Secure OWA against cybercrime with Messageware AttachView Security Technology

Messageware can help you meet the FBI’s recommendations for protecting your organization against cyber threats by securing OWA email attachments and your sensitive corporate information.

Cyber-crime is on the rise, and it is old news that organizations need to secure all access points into their corporate networks to protect against online threats.  This means that this security should extend to your Microsoft Exchange Outlook Web App (OWA) deployment as well.

There are many attack vectors that cyber-criminals can exploit to gain access to your networks and OWA is one of them because it is easily accessed by anyone with an internet connection.

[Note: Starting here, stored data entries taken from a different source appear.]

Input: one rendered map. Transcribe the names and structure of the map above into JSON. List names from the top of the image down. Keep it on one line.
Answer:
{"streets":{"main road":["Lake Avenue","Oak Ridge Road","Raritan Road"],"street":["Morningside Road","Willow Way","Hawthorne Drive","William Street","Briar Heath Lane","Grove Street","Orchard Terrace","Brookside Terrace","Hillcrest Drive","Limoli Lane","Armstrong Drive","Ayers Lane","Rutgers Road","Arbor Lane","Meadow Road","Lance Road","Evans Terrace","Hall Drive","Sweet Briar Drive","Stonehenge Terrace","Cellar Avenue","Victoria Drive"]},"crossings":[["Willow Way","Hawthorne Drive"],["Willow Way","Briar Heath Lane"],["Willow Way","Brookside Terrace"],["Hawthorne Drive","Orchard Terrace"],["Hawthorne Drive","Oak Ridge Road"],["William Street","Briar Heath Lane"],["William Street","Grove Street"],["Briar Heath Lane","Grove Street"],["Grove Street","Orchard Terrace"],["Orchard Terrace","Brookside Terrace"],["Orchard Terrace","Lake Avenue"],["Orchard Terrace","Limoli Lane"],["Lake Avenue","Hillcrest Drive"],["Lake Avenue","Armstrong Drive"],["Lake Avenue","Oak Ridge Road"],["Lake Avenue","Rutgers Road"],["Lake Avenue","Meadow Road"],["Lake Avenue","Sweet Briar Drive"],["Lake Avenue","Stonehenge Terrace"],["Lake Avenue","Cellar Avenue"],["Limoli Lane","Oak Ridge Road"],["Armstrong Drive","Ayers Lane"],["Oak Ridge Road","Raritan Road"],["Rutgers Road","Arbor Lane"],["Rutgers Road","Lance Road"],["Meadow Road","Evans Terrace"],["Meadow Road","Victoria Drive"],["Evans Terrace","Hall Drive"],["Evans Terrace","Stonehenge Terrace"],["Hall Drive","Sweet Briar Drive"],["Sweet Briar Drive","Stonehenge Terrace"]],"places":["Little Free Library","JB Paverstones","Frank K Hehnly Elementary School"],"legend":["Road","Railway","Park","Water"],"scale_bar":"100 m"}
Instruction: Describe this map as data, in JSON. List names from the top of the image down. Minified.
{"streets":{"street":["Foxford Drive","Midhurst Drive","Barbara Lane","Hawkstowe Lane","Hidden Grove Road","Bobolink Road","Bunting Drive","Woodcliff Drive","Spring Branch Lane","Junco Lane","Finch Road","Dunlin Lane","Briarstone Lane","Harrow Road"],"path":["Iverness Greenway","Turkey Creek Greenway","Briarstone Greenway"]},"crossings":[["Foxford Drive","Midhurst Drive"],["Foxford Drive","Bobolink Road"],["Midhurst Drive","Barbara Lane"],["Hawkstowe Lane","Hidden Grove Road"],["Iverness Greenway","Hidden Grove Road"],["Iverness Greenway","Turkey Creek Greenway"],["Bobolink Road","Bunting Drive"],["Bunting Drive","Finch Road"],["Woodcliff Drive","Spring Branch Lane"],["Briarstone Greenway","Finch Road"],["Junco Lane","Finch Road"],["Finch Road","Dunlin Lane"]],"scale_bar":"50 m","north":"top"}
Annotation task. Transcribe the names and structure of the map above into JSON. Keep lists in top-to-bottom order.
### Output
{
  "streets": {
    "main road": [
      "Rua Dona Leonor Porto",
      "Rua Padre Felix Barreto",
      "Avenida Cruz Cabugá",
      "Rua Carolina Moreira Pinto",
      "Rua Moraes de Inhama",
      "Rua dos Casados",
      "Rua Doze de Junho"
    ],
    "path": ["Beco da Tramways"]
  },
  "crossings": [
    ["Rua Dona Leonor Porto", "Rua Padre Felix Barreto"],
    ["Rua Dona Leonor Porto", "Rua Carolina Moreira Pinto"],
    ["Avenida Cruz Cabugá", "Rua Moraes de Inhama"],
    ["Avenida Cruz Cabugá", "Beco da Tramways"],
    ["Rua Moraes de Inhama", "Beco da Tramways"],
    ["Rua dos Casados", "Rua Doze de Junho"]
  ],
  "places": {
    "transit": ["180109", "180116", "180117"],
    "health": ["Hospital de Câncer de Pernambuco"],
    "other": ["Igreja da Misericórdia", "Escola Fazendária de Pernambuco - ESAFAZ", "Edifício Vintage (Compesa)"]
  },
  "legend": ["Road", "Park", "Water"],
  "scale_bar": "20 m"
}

The FBI recently released a security fraud alert warning of the increased cyber-criminal activity targeting financial institutions’ corporate networks, and has set out a list of best practices to protect against external security threats.  These recommendations should be considered by all companies when planning their security policies, not just banks.  Two in particular should be considered by any organization deploying OWA.  Continue reading below to learn how you can protect the sensitive information contained within OWA email attachments, and read our next post in this series to learn about securing your OWA sign-on page.

FBI Security Recommendation #1 – Educate Users about the Dangers Associated with Opening Email Attachments

Educating your users is an important aspect in your email security strategy; however, there is a risk to be taken when relying on this avenue alone.  Even though your users may have been taught and know how to identify security risks, they may not always make the right decisions.  Likewise, educating your employees about social engineering attacks alone may be insufficient as attacks are becoming more sophisticated in tricking both unsuspecting and suspecting individuals alike.  Education alone will not solve your problem.  It is important, but it is not a solution in and of itself because the integrity of your security is left to rely on your users’ good judgment, or lack thereof.  Instead, what should be in place is a system that cannot be circumvented by your users either intentionally or accidentally.  This way you prevent them from having the opportunity of compromising network security from the start, meaning that the security policies you set are enforced.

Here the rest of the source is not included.